*** Block opens ***

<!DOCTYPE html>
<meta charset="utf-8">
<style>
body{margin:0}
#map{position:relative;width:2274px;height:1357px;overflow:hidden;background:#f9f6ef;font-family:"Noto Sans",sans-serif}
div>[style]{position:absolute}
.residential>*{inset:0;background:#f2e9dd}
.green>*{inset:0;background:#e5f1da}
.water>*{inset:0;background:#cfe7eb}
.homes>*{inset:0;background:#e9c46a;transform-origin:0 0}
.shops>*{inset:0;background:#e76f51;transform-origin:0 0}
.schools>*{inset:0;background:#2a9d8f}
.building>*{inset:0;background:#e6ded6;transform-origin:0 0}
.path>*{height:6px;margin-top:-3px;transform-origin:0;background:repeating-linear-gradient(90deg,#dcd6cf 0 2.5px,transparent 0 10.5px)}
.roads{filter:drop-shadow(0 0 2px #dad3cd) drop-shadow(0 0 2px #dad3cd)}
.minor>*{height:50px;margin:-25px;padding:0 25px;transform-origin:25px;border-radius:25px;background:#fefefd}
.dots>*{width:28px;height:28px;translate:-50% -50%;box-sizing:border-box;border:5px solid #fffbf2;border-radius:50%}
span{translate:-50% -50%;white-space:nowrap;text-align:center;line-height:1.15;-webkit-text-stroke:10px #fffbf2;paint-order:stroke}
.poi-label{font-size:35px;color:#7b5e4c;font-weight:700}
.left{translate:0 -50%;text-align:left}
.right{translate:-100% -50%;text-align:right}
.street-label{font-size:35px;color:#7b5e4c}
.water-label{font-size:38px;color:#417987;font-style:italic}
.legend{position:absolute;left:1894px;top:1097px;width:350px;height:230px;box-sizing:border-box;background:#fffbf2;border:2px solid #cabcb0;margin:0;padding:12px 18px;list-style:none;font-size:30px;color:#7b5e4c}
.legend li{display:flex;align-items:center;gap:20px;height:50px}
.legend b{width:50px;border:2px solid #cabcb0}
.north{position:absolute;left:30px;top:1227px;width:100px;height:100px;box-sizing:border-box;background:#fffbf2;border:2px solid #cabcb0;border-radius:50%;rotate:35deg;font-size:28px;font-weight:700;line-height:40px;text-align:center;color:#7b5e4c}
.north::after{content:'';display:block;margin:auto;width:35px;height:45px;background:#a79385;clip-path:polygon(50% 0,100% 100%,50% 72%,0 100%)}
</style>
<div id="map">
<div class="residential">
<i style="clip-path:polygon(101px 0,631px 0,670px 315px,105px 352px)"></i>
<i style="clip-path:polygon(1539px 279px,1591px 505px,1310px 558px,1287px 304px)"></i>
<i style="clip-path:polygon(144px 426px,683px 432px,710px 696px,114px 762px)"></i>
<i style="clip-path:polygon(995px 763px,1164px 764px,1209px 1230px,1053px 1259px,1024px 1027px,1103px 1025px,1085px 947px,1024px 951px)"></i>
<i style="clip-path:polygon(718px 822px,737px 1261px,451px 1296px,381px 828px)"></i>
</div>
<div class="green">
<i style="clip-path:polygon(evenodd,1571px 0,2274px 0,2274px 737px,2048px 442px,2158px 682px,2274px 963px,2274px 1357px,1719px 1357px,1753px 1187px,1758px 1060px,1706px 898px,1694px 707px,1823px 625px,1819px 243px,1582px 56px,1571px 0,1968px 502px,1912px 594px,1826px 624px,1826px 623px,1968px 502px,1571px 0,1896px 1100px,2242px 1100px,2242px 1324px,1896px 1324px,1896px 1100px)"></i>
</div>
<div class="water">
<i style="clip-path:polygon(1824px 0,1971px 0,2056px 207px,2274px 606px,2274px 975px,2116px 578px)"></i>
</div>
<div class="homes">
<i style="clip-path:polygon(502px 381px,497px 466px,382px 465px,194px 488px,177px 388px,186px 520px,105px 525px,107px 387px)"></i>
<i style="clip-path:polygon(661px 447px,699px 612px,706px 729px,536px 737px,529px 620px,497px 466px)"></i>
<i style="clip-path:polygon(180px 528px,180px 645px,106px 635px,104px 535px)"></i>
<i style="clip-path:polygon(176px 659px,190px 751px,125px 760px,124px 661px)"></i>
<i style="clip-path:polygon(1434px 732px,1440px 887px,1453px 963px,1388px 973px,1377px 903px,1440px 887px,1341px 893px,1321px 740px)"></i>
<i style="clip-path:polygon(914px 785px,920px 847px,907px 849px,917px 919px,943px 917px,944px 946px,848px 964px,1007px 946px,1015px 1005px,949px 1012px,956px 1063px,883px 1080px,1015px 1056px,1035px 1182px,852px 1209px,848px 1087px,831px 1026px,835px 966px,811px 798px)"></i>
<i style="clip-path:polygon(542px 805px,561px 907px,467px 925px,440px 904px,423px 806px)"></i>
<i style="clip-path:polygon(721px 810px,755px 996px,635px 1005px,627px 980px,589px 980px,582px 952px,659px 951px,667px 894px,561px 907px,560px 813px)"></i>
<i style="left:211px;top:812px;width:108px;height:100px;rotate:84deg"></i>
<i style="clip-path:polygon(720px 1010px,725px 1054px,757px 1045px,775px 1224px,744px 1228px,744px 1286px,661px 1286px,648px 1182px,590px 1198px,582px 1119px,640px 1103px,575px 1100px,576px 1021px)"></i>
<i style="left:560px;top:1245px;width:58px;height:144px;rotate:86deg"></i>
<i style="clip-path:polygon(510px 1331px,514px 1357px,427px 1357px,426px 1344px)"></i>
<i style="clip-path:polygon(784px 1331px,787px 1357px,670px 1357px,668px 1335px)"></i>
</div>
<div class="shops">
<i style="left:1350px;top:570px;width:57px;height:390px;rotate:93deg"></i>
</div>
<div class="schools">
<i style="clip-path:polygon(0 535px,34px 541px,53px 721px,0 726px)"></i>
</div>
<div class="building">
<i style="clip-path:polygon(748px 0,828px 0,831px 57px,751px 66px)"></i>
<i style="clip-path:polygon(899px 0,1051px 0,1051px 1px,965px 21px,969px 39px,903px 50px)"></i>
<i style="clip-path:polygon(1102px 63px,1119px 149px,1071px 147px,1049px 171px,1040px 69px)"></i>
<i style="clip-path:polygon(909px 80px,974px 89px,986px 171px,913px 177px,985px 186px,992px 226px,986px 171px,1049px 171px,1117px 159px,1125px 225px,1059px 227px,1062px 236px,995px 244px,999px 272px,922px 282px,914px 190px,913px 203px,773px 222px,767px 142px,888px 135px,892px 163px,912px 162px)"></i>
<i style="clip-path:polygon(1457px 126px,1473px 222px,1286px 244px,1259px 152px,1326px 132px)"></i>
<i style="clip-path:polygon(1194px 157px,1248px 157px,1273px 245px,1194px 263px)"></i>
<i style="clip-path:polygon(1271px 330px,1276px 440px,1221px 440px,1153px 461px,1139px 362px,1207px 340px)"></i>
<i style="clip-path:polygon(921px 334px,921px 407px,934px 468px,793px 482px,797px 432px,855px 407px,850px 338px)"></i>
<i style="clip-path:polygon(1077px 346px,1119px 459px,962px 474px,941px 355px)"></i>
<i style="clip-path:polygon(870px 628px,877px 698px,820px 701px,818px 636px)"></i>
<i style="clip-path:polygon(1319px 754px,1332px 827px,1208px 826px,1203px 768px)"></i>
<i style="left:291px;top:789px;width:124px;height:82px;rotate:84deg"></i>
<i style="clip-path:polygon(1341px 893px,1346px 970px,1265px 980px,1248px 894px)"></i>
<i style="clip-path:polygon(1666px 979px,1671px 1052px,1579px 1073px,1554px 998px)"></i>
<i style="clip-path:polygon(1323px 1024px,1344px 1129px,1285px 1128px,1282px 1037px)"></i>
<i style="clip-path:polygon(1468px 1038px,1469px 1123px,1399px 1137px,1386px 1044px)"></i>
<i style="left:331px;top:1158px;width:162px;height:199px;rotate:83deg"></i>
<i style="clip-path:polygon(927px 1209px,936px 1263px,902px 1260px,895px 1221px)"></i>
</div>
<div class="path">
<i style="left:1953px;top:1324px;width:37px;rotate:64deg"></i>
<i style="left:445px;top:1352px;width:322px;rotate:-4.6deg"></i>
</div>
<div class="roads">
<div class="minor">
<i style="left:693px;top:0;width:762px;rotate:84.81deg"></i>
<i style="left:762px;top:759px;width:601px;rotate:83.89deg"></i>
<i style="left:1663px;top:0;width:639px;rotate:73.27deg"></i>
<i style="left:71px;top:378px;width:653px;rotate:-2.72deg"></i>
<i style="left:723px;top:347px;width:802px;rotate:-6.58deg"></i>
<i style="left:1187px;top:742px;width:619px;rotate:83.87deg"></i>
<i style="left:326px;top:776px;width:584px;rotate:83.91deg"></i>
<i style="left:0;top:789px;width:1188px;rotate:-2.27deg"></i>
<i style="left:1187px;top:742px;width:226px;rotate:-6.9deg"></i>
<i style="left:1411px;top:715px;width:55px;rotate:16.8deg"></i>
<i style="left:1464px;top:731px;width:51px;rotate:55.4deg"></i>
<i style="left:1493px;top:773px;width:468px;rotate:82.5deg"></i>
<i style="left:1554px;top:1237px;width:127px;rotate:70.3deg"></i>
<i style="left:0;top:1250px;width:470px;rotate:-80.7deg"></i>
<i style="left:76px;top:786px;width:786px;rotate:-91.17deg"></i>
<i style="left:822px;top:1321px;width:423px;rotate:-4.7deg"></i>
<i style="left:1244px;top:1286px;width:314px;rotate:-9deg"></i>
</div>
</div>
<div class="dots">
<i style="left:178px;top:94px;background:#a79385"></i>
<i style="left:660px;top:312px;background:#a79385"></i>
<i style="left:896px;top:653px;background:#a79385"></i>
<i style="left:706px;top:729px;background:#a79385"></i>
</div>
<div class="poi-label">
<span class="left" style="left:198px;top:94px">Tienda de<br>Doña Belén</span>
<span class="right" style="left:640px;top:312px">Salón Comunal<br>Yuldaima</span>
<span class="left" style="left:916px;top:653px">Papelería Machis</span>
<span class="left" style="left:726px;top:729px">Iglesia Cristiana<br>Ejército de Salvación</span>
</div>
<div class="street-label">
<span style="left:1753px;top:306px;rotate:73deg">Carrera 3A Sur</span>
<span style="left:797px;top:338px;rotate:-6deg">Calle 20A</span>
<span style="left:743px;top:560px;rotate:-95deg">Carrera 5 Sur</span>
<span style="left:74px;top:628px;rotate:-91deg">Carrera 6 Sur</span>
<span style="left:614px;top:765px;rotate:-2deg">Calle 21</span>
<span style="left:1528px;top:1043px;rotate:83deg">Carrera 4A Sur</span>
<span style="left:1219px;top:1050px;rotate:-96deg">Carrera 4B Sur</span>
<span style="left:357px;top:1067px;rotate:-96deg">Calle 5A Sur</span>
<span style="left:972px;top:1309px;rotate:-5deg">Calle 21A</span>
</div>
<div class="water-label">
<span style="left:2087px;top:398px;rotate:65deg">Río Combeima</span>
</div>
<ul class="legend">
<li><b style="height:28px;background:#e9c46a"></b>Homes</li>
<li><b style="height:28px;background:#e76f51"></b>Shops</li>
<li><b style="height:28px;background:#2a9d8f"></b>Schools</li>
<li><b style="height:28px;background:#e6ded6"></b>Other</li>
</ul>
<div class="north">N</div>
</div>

*** Block closes ***

# Required work:
Each line from the top of the material above through the line containing "2px #dad3cd) drop-shadow(0" must be output exactly, and no other line.

# Exercise answer:
<!DOCTYPE html>
<meta charset="utf-8">
<style>
body{margin:0}
#map{position:relative;width:2274px;height:1357px;overflow:hidden;background:#f9f6ef;font-family:"Noto Sans",sans-serif}
div>[style]{position:absolute}
.residential>*{inset:0;background:#f2e9dd}
.green>*{inset:0;background:#e5f1da}
.water>*{inset:0;background:#cfe7eb}
.homes>*{inset:0;background:#e9c46a;transform-origin:0 0}
.shops>*{inset:0;background:#e76f51;transform-origin:0 0}
.schools>*{inset:0;background:#2a9d8f}
.building>*{inset:0;background:#e6ded6;transform-origin:0 0}
.path>*{height:6px;margin-top:-3px;transform-origin:0;background:repeating-linear-gradient(90deg,#dcd6cf 0 2.5px,transparent 0 10.5px)}
.roads{filter:drop-shadow(0 0 2px #dad3cd) drop-shadow(0 0 2px #dad3cd)}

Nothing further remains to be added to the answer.